Work request — For each entry below, output it exactly as it stands.

Information supplied —
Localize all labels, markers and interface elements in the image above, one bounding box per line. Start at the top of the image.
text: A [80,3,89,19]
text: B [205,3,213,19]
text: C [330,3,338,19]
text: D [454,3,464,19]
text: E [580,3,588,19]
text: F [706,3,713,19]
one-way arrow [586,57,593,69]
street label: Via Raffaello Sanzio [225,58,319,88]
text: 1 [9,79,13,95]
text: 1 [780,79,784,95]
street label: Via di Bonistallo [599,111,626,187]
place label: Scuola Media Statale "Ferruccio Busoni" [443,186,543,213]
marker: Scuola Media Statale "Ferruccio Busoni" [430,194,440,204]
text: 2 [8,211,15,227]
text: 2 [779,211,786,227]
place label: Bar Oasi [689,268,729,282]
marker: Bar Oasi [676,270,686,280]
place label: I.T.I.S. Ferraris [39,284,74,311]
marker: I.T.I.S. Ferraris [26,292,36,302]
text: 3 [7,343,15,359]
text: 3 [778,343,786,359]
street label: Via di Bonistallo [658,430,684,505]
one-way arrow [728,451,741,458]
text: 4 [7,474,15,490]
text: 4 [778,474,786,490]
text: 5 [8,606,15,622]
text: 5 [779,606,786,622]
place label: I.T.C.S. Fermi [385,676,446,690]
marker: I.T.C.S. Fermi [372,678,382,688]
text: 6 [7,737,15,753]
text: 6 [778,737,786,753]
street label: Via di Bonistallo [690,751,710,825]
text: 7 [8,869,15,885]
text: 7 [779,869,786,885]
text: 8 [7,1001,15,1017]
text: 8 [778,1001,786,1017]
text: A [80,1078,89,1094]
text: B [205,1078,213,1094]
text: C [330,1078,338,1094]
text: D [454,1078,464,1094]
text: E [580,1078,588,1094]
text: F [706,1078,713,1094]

Answer section —
Localize all labels, markers and interface elements in the image above, one bounding box per line. Start at the top of the image.
text: A [80,3,89,19]
text: B [205,3,213,19]
text: C [330,3,338,19]
text: D [454,3,464,19]
text: E [580,3,588,19]
text: F [706,3,713,19]
one-way arrow [586,57,593,69]
street label: Via Raffaello Sanzio [225,58,319,88]
text: 1 [9,79,13,95]
text: 1 [780,79,784,95]
street label: Via di Bonistallo [599,111,626,187]
place label: Scuola Media Statale "Ferruccio Busoni" [443,186,543,213]
marker: Scuola Media Statale "Ferruccio Busoni" [430,194,440,204]
text: 2 [8,211,15,227]
text: 2 [779,211,786,227]
place label: Bar Oasi [689,268,729,282]
marker: Bar Oasi [676,270,686,280]
place label: I.T.I.S. Ferraris [39,284,74,311]
marker: I.T.I.S. Ferraris [26,292,36,302]
text: 3 [7,343,15,359]
text: 3 [778,343,786,359]
street label: Via di Bonistallo [658,430,684,505]
one-way arrow [728,451,741,458]
text: 4 [7,474,15,490]
text: 4 [778,474,786,490]
text: 5 [8,606,15,622]
text: 5 [779,606,786,622]
place label: I.T.C.S. Fermi [385,676,446,690]
marker: I.T.C.S. Fermi [372,678,382,688]
text: 6 [7,737,15,753]
text: 6 [778,737,786,753]
street label: Via di Bonistallo [690,751,710,825]
text: 7 [8,869,15,885]
text: 7 [779,869,786,885]
text: 8 [7,1001,15,1017]
text: 8 [778,1001,786,1017]
text: A [80,1078,89,1094]
text: B [205,1078,213,1094]
text: C [330,1078,338,1094]
text: D [454,1078,464,1094]
text: E [580,1078,588,1094]
text: F [706,1078,713,1094]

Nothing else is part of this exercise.